- Opening Delimiter -

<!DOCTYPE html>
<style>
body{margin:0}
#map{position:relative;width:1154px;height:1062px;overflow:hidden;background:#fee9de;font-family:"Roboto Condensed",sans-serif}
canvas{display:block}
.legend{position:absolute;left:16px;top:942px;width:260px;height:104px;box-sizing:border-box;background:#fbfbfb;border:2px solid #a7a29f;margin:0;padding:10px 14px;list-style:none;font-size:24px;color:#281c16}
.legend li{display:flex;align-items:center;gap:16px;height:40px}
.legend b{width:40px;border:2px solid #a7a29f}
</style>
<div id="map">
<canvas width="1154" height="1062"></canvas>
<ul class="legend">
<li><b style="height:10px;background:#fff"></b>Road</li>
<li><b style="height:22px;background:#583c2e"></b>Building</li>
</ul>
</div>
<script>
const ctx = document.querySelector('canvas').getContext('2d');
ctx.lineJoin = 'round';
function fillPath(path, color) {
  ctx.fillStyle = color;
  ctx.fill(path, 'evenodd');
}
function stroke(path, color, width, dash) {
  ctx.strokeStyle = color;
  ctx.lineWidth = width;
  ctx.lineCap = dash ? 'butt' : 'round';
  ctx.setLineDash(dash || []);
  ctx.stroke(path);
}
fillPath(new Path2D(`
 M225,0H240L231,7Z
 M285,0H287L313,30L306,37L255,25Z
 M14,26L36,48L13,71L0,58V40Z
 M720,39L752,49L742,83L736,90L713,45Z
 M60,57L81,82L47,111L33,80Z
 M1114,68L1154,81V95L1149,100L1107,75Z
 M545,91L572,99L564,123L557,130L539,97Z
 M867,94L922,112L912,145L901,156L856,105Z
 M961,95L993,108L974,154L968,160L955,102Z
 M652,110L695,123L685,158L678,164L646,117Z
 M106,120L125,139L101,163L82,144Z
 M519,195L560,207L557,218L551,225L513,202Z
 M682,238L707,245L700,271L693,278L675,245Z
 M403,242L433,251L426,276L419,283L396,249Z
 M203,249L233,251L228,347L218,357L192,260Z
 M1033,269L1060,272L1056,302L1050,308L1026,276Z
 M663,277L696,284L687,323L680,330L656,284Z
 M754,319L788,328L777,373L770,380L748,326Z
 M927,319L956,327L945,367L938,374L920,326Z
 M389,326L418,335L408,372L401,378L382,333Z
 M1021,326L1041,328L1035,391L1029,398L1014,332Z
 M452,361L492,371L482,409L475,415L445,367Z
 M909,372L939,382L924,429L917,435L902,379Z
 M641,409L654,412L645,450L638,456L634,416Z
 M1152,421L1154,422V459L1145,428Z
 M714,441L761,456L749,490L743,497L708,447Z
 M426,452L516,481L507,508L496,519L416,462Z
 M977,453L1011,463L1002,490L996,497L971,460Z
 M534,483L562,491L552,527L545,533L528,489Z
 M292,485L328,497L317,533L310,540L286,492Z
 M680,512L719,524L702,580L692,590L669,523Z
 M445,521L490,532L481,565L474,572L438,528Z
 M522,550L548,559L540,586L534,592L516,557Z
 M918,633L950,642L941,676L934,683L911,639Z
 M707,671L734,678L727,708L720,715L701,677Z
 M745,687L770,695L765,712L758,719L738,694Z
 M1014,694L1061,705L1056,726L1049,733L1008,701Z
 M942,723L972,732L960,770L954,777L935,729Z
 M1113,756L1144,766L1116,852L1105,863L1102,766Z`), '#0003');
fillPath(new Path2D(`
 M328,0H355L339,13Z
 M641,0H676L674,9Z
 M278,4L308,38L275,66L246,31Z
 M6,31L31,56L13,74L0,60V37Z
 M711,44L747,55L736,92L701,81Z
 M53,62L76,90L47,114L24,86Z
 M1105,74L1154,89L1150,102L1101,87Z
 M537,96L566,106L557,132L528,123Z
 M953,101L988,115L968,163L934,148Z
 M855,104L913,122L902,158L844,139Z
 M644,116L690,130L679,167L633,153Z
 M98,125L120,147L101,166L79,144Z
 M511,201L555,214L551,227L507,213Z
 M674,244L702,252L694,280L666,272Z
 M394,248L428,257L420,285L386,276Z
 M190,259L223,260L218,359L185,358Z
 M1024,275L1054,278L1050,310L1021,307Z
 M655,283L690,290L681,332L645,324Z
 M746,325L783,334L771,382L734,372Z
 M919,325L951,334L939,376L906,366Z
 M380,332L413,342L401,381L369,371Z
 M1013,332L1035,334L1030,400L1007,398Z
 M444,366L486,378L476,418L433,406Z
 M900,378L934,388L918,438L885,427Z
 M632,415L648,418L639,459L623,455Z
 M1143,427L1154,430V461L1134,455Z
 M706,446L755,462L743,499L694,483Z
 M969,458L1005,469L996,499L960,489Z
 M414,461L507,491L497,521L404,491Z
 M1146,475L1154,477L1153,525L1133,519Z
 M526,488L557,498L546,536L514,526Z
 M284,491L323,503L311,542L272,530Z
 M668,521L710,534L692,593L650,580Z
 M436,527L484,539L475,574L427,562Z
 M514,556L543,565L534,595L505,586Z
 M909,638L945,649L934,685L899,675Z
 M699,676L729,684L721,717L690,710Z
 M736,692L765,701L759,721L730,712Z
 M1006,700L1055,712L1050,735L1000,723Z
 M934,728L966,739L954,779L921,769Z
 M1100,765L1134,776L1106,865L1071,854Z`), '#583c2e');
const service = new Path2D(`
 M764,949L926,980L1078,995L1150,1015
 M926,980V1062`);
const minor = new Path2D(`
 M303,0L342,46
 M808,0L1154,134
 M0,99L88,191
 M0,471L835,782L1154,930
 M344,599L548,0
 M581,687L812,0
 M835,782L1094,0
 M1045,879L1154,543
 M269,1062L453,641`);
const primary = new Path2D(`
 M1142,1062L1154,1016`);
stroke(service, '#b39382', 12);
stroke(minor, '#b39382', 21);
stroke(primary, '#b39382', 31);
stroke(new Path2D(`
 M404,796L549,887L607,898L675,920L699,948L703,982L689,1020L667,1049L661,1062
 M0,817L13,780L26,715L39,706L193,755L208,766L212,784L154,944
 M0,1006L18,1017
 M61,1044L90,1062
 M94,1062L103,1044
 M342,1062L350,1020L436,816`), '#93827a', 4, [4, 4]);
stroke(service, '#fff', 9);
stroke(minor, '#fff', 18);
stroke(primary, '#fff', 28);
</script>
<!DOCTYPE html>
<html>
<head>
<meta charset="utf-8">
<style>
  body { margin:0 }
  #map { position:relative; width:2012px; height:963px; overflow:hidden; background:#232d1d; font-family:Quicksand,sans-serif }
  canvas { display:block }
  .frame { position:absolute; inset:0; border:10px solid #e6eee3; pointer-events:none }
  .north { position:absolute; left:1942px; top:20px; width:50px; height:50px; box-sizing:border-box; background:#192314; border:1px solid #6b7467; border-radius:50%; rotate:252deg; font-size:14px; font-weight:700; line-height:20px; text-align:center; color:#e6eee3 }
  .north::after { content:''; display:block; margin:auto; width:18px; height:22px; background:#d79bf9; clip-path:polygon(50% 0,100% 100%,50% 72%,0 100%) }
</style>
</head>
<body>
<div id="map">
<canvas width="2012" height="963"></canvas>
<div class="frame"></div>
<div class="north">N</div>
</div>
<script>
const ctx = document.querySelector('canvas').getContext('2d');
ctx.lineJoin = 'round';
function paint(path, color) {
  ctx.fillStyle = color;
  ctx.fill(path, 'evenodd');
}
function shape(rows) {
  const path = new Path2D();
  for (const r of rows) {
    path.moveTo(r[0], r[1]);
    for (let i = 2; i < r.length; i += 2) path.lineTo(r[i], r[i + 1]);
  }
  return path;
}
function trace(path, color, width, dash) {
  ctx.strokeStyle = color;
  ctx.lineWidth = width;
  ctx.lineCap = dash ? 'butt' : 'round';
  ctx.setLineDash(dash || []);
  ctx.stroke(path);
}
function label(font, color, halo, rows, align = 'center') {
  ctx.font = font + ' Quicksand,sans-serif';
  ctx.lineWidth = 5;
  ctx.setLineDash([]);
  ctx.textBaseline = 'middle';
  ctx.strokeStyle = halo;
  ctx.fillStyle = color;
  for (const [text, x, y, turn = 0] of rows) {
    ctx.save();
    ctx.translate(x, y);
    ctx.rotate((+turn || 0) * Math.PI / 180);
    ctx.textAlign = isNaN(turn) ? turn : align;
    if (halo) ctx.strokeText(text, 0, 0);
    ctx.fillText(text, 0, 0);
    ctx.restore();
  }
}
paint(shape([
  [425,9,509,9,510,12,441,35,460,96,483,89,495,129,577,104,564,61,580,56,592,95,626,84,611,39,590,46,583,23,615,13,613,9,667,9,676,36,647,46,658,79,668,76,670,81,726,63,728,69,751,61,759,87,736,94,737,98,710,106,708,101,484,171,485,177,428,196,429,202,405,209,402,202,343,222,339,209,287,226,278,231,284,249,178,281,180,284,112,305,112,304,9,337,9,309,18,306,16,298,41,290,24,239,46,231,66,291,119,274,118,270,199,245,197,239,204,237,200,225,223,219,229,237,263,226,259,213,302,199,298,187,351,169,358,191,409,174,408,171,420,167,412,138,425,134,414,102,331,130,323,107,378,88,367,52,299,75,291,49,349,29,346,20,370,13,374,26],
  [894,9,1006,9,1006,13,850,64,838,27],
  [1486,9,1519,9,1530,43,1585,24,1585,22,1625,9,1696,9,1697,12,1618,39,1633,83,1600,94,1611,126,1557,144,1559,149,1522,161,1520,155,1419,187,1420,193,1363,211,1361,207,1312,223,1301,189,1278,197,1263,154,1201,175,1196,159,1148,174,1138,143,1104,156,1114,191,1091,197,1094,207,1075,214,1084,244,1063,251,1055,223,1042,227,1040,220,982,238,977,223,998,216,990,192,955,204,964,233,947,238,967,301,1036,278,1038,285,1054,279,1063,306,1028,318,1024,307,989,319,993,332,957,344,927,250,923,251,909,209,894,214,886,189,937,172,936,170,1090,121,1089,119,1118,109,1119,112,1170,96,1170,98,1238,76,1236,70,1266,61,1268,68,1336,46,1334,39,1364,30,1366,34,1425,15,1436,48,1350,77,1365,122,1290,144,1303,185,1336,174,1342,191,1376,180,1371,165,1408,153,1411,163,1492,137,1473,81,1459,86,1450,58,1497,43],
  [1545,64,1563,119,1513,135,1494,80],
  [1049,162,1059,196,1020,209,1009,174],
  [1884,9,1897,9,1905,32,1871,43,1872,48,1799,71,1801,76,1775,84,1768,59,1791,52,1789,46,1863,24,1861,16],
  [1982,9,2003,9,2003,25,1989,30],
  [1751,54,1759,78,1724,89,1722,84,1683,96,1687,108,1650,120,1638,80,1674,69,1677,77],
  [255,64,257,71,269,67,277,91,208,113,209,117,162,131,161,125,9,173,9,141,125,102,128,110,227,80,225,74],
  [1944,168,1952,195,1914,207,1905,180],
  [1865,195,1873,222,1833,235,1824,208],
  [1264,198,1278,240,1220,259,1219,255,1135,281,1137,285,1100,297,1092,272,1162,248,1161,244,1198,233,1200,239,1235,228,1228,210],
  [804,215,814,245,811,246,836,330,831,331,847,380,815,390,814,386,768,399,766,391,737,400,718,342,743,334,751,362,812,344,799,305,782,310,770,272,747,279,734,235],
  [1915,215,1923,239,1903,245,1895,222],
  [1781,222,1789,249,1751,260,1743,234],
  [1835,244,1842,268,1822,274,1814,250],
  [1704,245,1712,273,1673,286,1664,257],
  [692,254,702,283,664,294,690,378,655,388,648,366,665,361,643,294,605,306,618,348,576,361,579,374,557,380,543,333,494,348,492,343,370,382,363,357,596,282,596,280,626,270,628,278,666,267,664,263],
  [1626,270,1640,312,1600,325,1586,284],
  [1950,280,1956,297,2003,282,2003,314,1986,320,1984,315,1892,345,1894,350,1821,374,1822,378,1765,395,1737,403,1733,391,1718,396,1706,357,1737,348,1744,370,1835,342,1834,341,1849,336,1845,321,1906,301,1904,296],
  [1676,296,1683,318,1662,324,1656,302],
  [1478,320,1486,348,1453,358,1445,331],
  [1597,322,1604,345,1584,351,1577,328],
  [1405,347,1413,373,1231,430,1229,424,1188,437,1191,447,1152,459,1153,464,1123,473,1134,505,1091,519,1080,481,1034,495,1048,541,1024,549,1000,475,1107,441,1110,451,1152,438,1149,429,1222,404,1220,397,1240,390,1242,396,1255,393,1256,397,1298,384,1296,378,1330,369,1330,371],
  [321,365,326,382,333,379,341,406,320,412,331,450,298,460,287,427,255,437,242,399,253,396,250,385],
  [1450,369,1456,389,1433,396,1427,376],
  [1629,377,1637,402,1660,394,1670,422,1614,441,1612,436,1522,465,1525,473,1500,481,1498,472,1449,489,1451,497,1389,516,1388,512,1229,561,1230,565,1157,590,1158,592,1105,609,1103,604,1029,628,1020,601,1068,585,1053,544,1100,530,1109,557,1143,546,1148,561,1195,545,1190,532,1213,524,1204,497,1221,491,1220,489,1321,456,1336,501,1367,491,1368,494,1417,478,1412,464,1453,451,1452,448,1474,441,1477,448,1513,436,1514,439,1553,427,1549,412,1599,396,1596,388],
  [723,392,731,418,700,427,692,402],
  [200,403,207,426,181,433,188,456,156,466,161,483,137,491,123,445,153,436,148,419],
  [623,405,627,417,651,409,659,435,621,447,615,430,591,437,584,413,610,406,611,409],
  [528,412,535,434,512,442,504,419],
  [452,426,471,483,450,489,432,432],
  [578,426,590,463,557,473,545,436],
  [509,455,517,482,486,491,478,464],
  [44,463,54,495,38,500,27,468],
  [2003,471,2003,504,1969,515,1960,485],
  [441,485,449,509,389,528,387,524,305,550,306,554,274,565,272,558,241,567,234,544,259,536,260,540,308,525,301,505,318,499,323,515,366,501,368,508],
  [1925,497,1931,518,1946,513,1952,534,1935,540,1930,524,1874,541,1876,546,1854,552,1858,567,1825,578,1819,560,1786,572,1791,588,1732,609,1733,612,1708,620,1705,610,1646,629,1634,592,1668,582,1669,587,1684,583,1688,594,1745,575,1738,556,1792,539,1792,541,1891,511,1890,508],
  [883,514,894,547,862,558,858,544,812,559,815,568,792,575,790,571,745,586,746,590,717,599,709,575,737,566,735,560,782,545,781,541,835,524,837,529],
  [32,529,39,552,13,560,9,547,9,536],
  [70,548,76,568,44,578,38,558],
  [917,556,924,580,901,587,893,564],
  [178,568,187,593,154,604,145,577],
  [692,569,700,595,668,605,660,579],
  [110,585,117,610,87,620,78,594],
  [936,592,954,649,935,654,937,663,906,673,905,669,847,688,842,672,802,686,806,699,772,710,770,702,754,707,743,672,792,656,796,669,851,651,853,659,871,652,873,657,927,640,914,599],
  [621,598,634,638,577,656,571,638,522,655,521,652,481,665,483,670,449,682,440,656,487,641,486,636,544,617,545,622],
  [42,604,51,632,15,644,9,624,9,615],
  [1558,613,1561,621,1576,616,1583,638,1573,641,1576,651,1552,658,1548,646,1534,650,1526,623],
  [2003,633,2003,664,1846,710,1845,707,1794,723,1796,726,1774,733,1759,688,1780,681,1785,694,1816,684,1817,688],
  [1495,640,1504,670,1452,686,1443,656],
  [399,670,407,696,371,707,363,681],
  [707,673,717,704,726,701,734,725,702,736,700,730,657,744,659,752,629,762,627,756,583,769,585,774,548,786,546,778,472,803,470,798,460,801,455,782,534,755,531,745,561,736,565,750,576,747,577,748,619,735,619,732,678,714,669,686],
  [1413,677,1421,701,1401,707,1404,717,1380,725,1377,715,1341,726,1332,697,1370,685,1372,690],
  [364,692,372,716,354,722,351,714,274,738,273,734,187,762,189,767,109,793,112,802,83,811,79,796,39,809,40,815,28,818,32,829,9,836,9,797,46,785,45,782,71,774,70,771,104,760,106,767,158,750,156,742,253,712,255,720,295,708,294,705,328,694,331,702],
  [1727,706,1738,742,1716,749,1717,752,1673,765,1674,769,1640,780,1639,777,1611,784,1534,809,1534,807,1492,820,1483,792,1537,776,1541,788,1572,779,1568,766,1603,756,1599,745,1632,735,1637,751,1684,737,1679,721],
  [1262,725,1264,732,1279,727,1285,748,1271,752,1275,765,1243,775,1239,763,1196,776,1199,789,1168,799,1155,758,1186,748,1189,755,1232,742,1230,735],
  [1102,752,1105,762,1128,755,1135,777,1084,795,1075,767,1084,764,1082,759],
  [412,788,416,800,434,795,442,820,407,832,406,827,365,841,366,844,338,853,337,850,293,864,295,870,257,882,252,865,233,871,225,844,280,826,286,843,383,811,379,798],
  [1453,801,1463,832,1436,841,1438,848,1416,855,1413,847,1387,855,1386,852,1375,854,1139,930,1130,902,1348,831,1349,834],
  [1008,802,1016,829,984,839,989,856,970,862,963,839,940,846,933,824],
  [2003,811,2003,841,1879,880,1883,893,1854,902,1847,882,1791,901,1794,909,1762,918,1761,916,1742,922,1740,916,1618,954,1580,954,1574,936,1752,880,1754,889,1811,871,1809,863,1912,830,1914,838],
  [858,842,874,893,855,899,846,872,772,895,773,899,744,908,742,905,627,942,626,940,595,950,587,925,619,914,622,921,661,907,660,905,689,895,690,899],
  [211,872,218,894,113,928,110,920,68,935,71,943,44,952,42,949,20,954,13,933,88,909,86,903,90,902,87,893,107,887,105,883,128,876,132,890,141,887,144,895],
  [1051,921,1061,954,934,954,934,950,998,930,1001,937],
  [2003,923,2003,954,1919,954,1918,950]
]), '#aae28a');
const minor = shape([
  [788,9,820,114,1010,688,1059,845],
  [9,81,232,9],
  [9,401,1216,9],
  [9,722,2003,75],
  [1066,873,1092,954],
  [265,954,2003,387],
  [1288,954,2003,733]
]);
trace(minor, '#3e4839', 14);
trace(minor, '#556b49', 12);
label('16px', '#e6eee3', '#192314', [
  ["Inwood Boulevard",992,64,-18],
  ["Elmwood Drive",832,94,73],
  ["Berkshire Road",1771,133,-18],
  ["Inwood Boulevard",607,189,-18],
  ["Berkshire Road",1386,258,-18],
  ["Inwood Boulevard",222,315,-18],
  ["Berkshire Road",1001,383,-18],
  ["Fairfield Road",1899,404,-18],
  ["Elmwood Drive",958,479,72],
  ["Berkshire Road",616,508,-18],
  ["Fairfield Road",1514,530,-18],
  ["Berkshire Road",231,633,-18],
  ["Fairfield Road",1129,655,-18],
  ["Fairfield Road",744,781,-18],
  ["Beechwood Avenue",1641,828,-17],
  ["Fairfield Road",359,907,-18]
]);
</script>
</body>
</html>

- Closing Delimiter -

What to work on. Wherever the string "canvas" shows up in the material, copy the line that holds it.

Result of the task.
canvas{display:block}
<canvas width="1154" height="1062"></canvas>
const ctx = document.querySelector('canvas').getContext('2d');
  canvas { display:block }
<canvas width="2012" height="963"></canvas>
const ctx = document.querySelector('canvas').getContext('2d');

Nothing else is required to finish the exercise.